#### GIVEN DATA
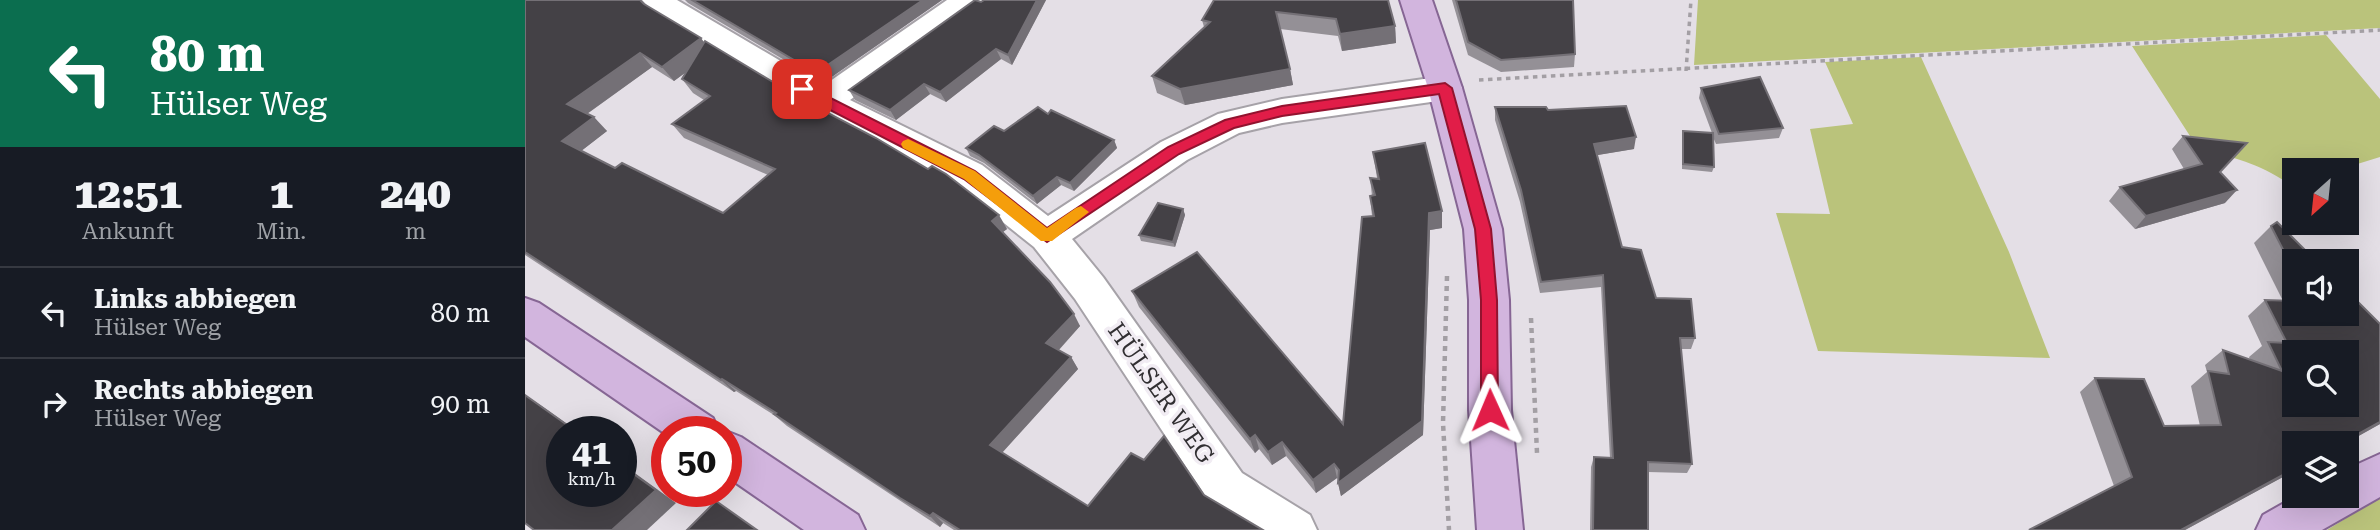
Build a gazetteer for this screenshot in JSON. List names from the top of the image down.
{
  "streets": {
    "street": ["HÜLSER WEG"]
  },
  "north": "bottom left",
  "page": {
    "turn": ["80 m", "Hülser Weg"],
    "eta": [
      "12:51",
      "Ankunft",
      "1",
      "Min.",
      "240",
      "m"
    ],
    "list": [
      {
        "name": "Links abbiegen",
        "note": "Hülser Weg",
        "value": "80 m"
      },
      {
        "name": "Rechts abbiegen",
        "note": "Hülser Weg",
        "value": "90 m"
      }
    ],
    "speed": "41 km/h",
    "limit": "50"
  }
}
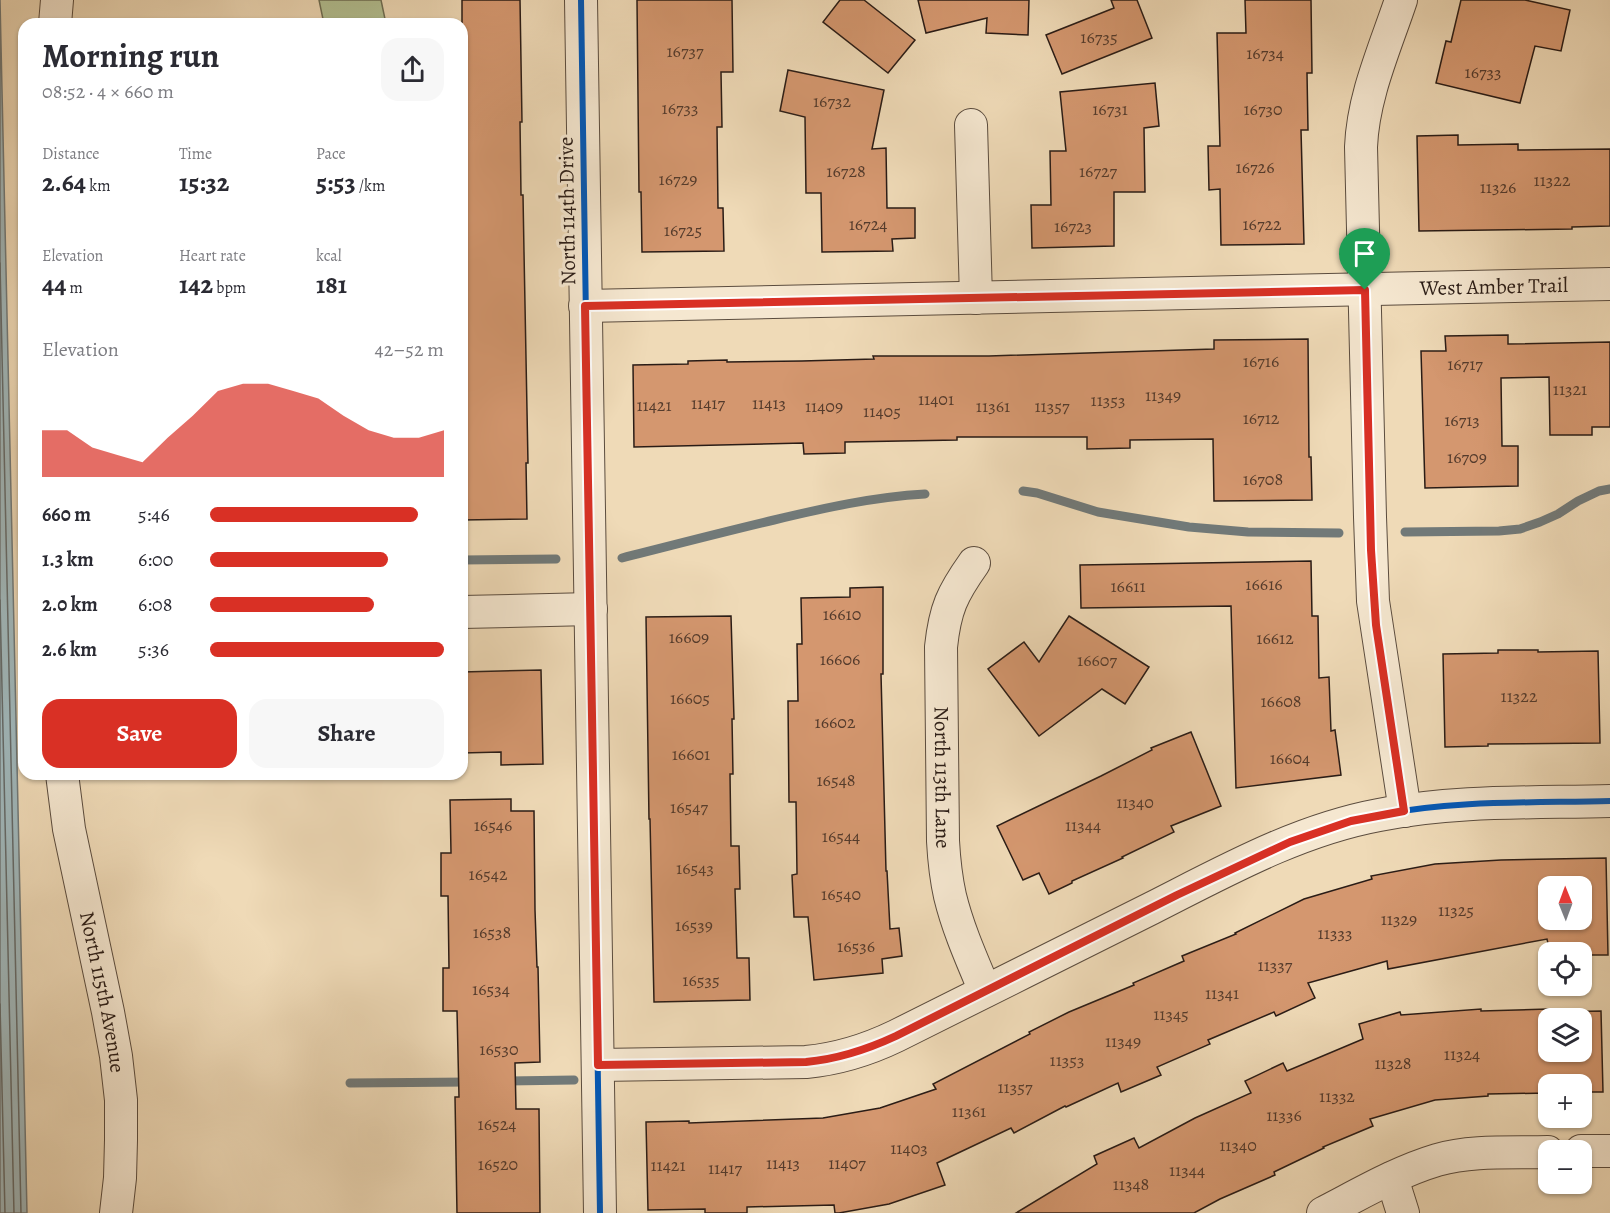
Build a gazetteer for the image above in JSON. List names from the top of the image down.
{
  "streets": {
    "street": [
      "North 114th Drive",
      "West Amber Trail",
      "North 113th Lane",
      "North 115th Avenue"
    ]
  },
  "crossings": [
    ["North 114th Drive", "West Amber Trail"]
  ],
  "house_numbers": [
    "16735",
    "16737",
    "16734",
    "16733",
    "16732",
    "16733",
    "16731",
    "16730",
    "16726",
    "16728",
    "16727",
    "16729",
    "11322",
    "11326",
    "16724",
    "16722",
    "16723",
    "16725",
    "16716",
    "16717",
    "11321",
    "11349",
    "11401",
    "11353",
    "11417",
    "11413",
    "11421",
    "11409",
    "11361",
    "11357",
    "11405",
    "16712",
    "16713",
    "16709",
    "16708",
    "16616",
    "16611",
    "16610",
    "16609",
    "16612",
    "16606",
    "16607",
    "11322",
    "16605",
    "16608",
    "16602",
    "16601",
    "16604",
    "16548",
    "11340",
    "16547",
    "16546",
    "11344",
    "16544",
    "16543",
    "16542",
    "16540",
    "11325",
    "11329",
    "16539",
    "16538",
    "11333",
    "16536",
    "11337",
    "16535",
    "16534",
    "11341",
    "11345",
    "11349",
    "16530",
    "11324",
    "11353",
    "11328",
    "11357",
    "11332",
    "11361",
    "11336",
    "16524",
    "11340",
    "11403",
    "11413",
    "11407",
    "16520",
    "11421",
    "11417",
    "11344",
    "11348"
  ],
  "north": "top",
  "page": {
    "heading": ["Morning run", "08:52 · 4 × 660 m"],
    "stats": [
      ["Distance", "2.64 km"],
      ["Time", "15:32"],
      ["Pace", "5:53 /km"],
      ["Elevation", "44 m"],
      ["Heart rate", "142 bpm"],
      ["kcal", "181"]
    ],
    "chart": ["Elevation", "42–52 m"],
    "list": [
      {
        "name": "660 m",
        "note": "5:46"
      },
      {
        "name": "1.3 km",
        "note": "6:00"
      },
      {
        "name": "2.0 km",
        "note": "6:08"
      },
      {
        "name": "2.6 km",
        "note": "5:36"
      }
    ],
    "buttons": ["Save", "Share"],
    "map_buttons": ["+", "−"]
  }
}
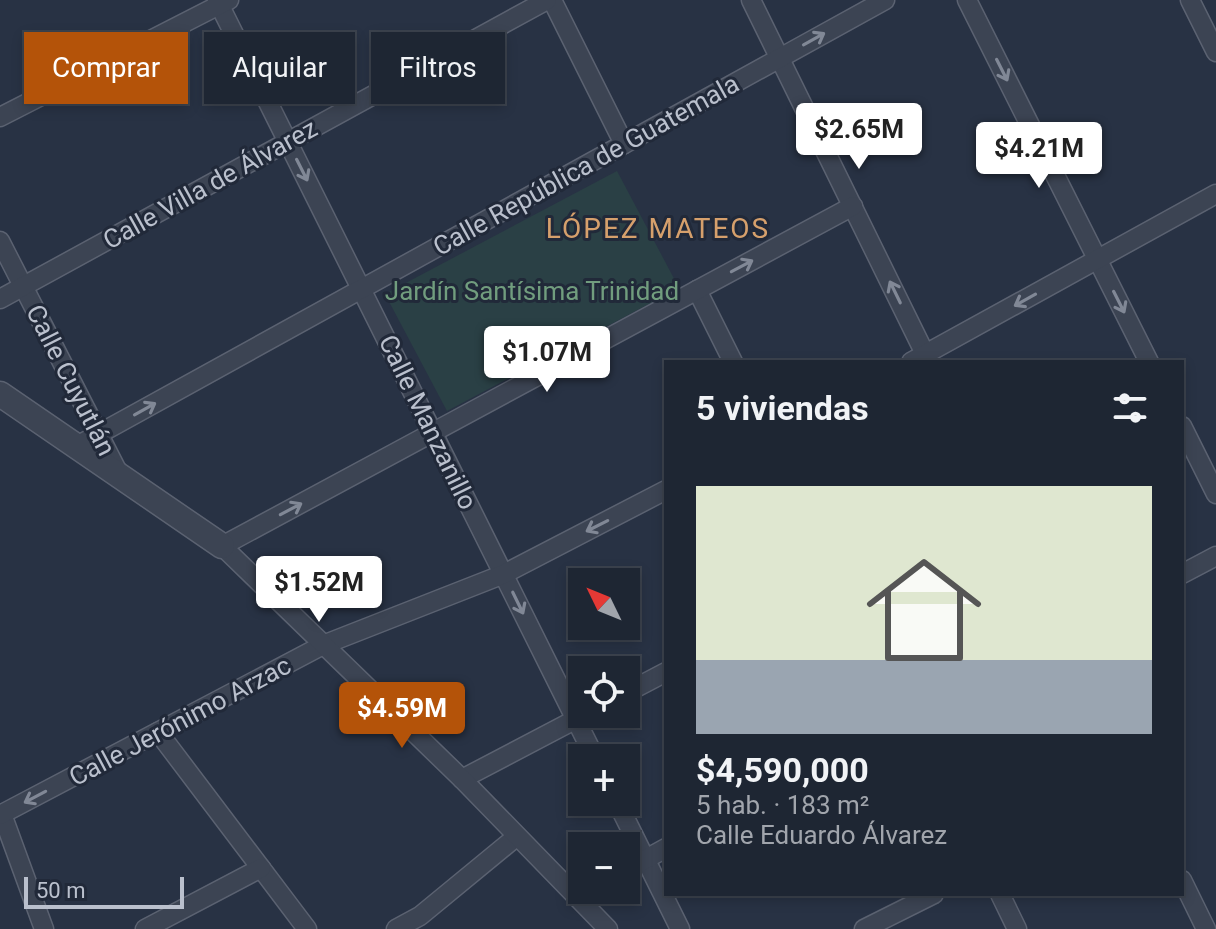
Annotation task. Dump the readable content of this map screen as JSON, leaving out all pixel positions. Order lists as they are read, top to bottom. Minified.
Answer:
{"streets":{"street":["Calle República de Guatemala","Calle Villa de Álvarez","Calle Cuyutlán","Calle Manzanillo","Calle Jerónimo Arzac"]},"crossings":[["Calle República de Guatemala","Calle Cuyutlán"],["Calle República de Guatemala","Calle Manzanillo"],["Calle Villa de Álvarez","Calle Cuyutlán"],["Calle Villa de Álvarez","Calle Manzanillo"],["Calle Manzanillo","Calle Jerónimo Arzac"]],"one_way":["Calle Manzanillo"],"districts":["LÓPEZ MATEOS"],"parks":["Jardín Santísima Trinidad"],"scale_bar":"50 m","north":"top left","page":{"chip":["Comprar","Alquilar","Filtros"],"price":["$2.65M","$4.21M","$1.07M","$1.52M","$4.59M"],"heading":"5 viviendas","list":[{"name":"$4,590,000","note":"5 hab. · 183 m² · Calle Eduardo Álvarez"}],"map_buttons":["+","−"],"scale":"50 m"}}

#### WHAT TO PRODUCE
Each line above must be set down exactly, though no picture should be carried over.

#### TASK ANSWER
Build a gazetteer for this screenshot in JSON. List names from the top of the image down.
{
  "streets": {
    "street": ["HÜLSER WEG"]
  },
  "north": "bottom left",
  "page": {
    "turn": ["80 m", "Hülser Weg"],
    "eta": [
      "12:51",
      "Ankunft",
      "1",
      "Min.",
      "240",
      "m"
    ],
    "list": [
      {
        "name": "Links abbiegen",
        "note": "Hülser Weg",
        "value": "80 m"
      },
      {
        "name": "Rechts abbiegen",
        "note": "Hülser Weg",
        "value": "90 m"
      }
    ],
    "speed": "41 km/h",
    "limit": "50"
  }
}
Build a gazetteer for the image above in JSON. List names from the top of the image down.
{
  "streets": {
    "street": [
      "North 114th Drive",
      "West Amber Trail",
      "North 113th Lane",
      "North 115th Avenue"
    ]
  },
  "crossings": [
    ["North 114th Drive", "West Amber Trail"]
  ],
  "house_numbers": [
    "16735",
    "16737",
    "16734",
    "16733",
    "16732",
    "16733",
    "16731",
    "16730",
    "16726",
    "16728",
    "16727",
    "16729",
    "11322",
    "11326",
    "16724",
    "16722",
    "16723",
    "16725",
    "16716",
    "16717",
    "11321",
    "11349",
    "11401",
    "11353",
    "11417",
    "11413",
    "11421",
    "11409",
    "11361",
    "11357",
    "11405",
    "16712",
    "16713",
    "16709",
    "16708",
    "16616",
    "16611",
    "16610",
    "16609",
    "16612",
    "16606",
    "16607",
    "11322",
    "16605",
    "16608",
    "16602",
    "16601",
    "16604",
    "16548",
    "11340",
    "16547",
    "16546",
    "11344",
    "16544",
    "16543",
    "16542",
    "16540",
    "11325",
    "11329",
    "16539",
    "16538",
    "11333",
    "16536",
    "11337",
    "16535",
    "16534",
    "11341",
    "11345",
    "11349",
    "16530",
    "11324",
    "11353",
    "11328",
    "11357",
    "11332",
    "11361",
    "11336",
    "16524",
    "11340",
    "11403",
    "11413",
    "11407",
    "16520",
    "11421",
    "11417",
    "11344",
    "11348"
  ],
  "north": "top",
  "page": {
    "heading": ["Morning run", "08:52 · 4 × 660 m"],
    "stats": [
      ["Distance", "2.64 km"],
      ["Time", "15:32"],
      ["Pace", "5:53 /km"],
      ["Elevation", "44 m"],
      ["Heart rate", "142 bpm"],
      ["kcal", "181"]
    ],
    "chart": ["Elevation", "42–52 m"],
    "list": [
      {
        "name": "660 m",
        "note": "5:46"
      },
      {
        "name": "1.3 km",
        "note": "6:00"
      },
      {
        "name": "2.0 km",
        "note": "6:08"
      },
      {
        "name": "2.6 km",
        "note": "5:36"
      }
    ],
    "buttons": ["Save", "Share"],
    "map_buttons": ["+", "−"]
  }
}
Annotation task. Dump the readable content of this map screen as JSON, leaving out all pixel positions. Order lists as they are read, top to bottom. Minified.
Answer:
{"streets":{"street":["Calle República de Guatemala","Calle Villa de Álvarez","Calle Cuyutlán","Calle Manzanillo","Calle Jerónimo Arzac"]},"crossings":[["Calle República de Guatemala","Calle Cuyutlán"],["Calle República de Guatemala","Calle Manzanillo"],["Calle Villa de Álvarez","Calle Cuyutlán"],["Calle Villa de Álvarez","Calle Manzanillo"],["Calle Manzanillo","Calle Jerónimo Arzac"]],"one_way":["Calle Manzanillo"],"districts":["LÓPEZ MATEOS"],"parks":["Jardín Santísima Trinidad"],"scale_bar":"50 m","north":"top left","page":{"chip":["Comprar","Alquilar","Filtros"],"price":["$2.65M","$4.21M","$1.07M","$1.52M","$4.59M"],"heading":"5 viviendas","list":[{"name":"$4,590,000","note":"5 hab. · 183 m² · Calle Eduardo Álvarez"}],"map_buttons":["+","−"],"scale":"50 m"}}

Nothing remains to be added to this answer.